Exact repetition of every record is required.
=====
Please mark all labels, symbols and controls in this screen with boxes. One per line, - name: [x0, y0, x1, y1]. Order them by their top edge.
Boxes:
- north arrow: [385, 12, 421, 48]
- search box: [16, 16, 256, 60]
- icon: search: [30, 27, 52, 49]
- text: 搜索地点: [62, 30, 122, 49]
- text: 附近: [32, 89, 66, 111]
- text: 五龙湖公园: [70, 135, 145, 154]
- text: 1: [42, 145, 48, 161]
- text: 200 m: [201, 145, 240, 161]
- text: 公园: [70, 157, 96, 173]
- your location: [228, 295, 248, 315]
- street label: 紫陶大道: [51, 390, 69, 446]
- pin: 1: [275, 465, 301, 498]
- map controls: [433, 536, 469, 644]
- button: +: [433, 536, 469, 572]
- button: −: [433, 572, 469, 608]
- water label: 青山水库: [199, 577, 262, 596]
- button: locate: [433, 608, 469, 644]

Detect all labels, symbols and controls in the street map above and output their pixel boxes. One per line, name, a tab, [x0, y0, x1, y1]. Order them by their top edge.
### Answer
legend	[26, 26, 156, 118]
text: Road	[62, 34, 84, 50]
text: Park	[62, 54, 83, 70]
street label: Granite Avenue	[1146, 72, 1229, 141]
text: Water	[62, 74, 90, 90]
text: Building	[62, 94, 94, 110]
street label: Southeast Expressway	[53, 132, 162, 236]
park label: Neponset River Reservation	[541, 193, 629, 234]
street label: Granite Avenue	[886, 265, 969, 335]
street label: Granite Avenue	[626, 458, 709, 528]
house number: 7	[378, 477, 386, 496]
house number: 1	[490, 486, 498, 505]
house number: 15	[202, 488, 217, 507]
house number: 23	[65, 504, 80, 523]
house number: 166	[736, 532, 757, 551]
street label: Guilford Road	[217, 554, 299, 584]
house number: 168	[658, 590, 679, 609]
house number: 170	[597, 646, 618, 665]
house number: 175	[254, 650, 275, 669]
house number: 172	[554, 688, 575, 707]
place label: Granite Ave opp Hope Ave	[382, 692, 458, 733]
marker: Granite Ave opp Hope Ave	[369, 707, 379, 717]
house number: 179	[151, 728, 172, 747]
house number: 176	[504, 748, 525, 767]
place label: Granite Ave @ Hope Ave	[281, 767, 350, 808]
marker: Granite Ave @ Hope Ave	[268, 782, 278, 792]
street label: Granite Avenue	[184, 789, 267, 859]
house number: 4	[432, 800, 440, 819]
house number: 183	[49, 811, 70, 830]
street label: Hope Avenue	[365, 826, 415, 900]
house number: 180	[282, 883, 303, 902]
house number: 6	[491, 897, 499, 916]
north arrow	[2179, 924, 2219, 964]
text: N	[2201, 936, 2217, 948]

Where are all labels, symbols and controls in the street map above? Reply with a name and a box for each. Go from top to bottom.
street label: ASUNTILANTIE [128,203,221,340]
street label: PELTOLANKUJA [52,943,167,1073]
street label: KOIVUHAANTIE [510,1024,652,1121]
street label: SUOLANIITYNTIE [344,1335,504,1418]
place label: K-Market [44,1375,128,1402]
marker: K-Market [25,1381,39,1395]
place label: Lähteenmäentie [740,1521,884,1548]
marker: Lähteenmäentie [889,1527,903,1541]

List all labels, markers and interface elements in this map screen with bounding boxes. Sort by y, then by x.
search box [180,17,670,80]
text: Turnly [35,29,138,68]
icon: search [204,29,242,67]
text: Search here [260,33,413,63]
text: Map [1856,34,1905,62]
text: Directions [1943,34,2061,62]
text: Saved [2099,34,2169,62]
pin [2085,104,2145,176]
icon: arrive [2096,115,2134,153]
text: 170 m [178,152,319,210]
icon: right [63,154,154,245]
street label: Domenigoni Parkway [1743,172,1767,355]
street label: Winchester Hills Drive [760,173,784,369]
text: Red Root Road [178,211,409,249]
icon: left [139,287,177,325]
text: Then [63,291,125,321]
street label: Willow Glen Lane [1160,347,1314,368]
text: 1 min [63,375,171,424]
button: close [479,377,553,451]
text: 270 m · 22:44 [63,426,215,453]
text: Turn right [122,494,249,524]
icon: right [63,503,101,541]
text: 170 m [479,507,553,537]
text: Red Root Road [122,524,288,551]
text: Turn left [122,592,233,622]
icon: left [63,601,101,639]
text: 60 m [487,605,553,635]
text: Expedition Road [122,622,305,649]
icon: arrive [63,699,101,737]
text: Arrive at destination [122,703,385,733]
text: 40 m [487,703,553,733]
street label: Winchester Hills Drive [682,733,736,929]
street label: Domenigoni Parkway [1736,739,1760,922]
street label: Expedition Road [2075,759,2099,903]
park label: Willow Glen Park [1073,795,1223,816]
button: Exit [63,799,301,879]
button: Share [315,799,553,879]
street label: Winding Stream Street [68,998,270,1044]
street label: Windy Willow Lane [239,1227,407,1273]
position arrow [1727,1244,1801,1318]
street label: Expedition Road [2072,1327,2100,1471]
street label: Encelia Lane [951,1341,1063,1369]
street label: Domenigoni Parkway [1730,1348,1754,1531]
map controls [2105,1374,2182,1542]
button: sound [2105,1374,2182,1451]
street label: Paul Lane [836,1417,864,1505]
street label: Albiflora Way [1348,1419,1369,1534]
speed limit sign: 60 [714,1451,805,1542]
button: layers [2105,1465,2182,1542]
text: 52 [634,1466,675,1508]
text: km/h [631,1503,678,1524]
=====
TASK ANSWER:
Please mark all labels, symbols and controls in this screen with boxes. One per line, - name: [x0, y0, x1, y1]. Order them by their top edge.
Boxes:
- north arrow: [385, 12, 421, 48]
- search box: [16, 16, 256, 60]
- icon: search: [30, 27, 52, 49]
- text: 搜索地点: [62, 30, 122, 49]
- text: 附近: [32, 89, 66, 111]
- text: 五龙湖公园: [70, 135, 145, 154]
- text: 1: [42, 145, 48, 161]
- text: 200 m: [201, 145, 240, 161]
- text: 公园: [70, 157, 96, 173]
- your location: [228, 295, 248, 315]
- street label: 紫陶大道: [51, 390, 69, 446]
- pin: 1: [275, 465, 301, 498]
- map controls: [433, 536, 469, 644]
- button: +: [433, 536, 469, 572]
- button: −: [433, 572, 469, 608]
- water label: 青山水库: [199, 577, 262, 596]
- button: locate: [433, 608, 469, 644]

Detect all labels, symbols and controls in the street map above and output their pixel boxes. One per line, name, a tab, [x0, y0, x1, y1]. Order them by their top edge.
### Answer
legend	[26, 26, 156, 118]
text: Road	[62, 34, 84, 50]
text: Park	[62, 54, 83, 70]
street label: Granite Avenue	[1146, 72, 1229, 141]
text: Water	[62, 74, 90, 90]
text: Building	[62, 94, 94, 110]
street label: Southeast Expressway	[53, 132, 162, 236]
park label: Neponset River Reservation	[541, 193, 629, 234]
street label: Granite Avenue	[886, 265, 969, 335]
street label: Granite Avenue	[626, 458, 709, 528]
house number: 7	[378, 477, 386, 496]
house number: 1	[490, 486, 498, 505]
house number: 15	[202, 488, 217, 507]
house number: 23	[65, 504, 80, 523]
house number: 166	[736, 532, 757, 551]
street label: Guilford Road	[217, 554, 299, 584]
house number: 168	[658, 590, 679, 609]
house number: 170	[597, 646, 618, 665]
house number: 175	[254, 650, 275, 669]
house number: 172	[554, 688, 575, 707]
place label: Granite Ave opp Hope Ave	[382, 692, 458, 733]
marker: Granite Ave opp Hope Ave	[369, 707, 379, 717]
house number: 179	[151, 728, 172, 747]
house number: 176	[504, 748, 525, 767]
place label: Granite Ave @ Hope Ave	[281, 767, 350, 808]
marker: Granite Ave @ Hope Ave	[268, 782, 278, 792]
street label: Granite Avenue	[184, 789, 267, 859]
house number: 4	[432, 800, 440, 819]
house number: 183	[49, 811, 70, 830]
street label: Hope Avenue	[365, 826, 415, 900]
house number: 180	[282, 883, 303, 902]
house number: 6	[491, 897, 499, 916]
north arrow	[2179, 924, 2219, 964]
text: N	[2201, 936, 2217, 948]

Where are all labels, symbols and controls in the street map above? Reply with a name and a box for each. Go from top to bottom.
street label: ASUNTILANTIE [128,203,221,340]
street label: PELTOLANKUJA [52,943,167,1073]
street label: KOIVUHAANTIE [510,1024,652,1121]
street label: SUOLANIITYNTIE [344,1335,504,1418]
place label: K-Market [44,1375,128,1402]
marker: K-Market [25,1381,39,1395]
place label: Lähteenmäentie [740,1521,884,1548]
marker: Lähteenmäentie [889,1527,903,1541]

List all labels, markers and interface elements in this map screen with bounding boxes. Sort by y, then by x.
search box [180,17,670,80]
text: Turnly [35,29,138,68]
icon: search [204,29,242,67]
text: Search here [260,33,413,63]
text: Map [1856,34,1905,62]
text: Directions [1943,34,2061,62]
text: Saved [2099,34,2169,62]
pin [2085,104,2145,176]
icon: arrive [2096,115,2134,153]
text: 170 m [178,152,319,210]
icon: right [63,154,154,245]
street label: Domenigoni Parkway [1743,172,1767,355]
street label: Winchester Hills Drive [760,173,784,369]
text: Red Root Road [178,211,409,249]
icon: left [139,287,177,325]
text: Then [63,291,125,321]
street label: Willow Glen Lane [1160,347,1314,368]
text: 1 min [63,375,171,424]
button: close [479,377,553,451]
text: 270 m · 22:44 [63,426,215,453]
text: Turn right [122,494,249,524]
icon: right [63,503,101,541]
text: 170 m [479,507,553,537]
text: Red Root Road [122,524,288,551]
text: Turn left [122,592,233,622]
icon: left [63,601,101,639]
text: 60 m [487,605,553,635]
text: Expedition Road [122,622,305,649]
icon: arrive [63,699,101,737]
text: Arrive at destination [122,703,385,733]
text: 40 m [487,703,553,733]
street label: Winchester Hills Drive [682,733,736,929]
street label: Domenigoni Parkway [1736,739,1760,922]
street label: Expedition Road [2075,759,2099,903]
park label: Willow Glen Park [1073,795,1223,816]
button: Exit [63,799,301,879]
button: Share [315,799,553,879]
street label: Winding Stream Street [68,998,270,1044]
street label: Windy Willow Lane [239,1227,407,1273]
position arrow [1727,1244,1801,1318]
street label: Expedition Road [2072,1327,2100,1471]
street label: Encelia Lane [951,1341,1063,1369]
street label: Domenigoni Parkway [1730,1348,1754,1531]
map controls [2105,1374,2182,1542]
button: sound [2105,1374,2182,1451]
street label: Paul Lane [836,1417,864,1505]
street label: Albiflora Way [1348,1419,1369,1534]
speed limit sign: 60 [714,1451,805,1542]
button: layers [2105,1465,2182,1542]
text: 52 [634,1466,675,1508]
text: km/h [631,1503,678,1524]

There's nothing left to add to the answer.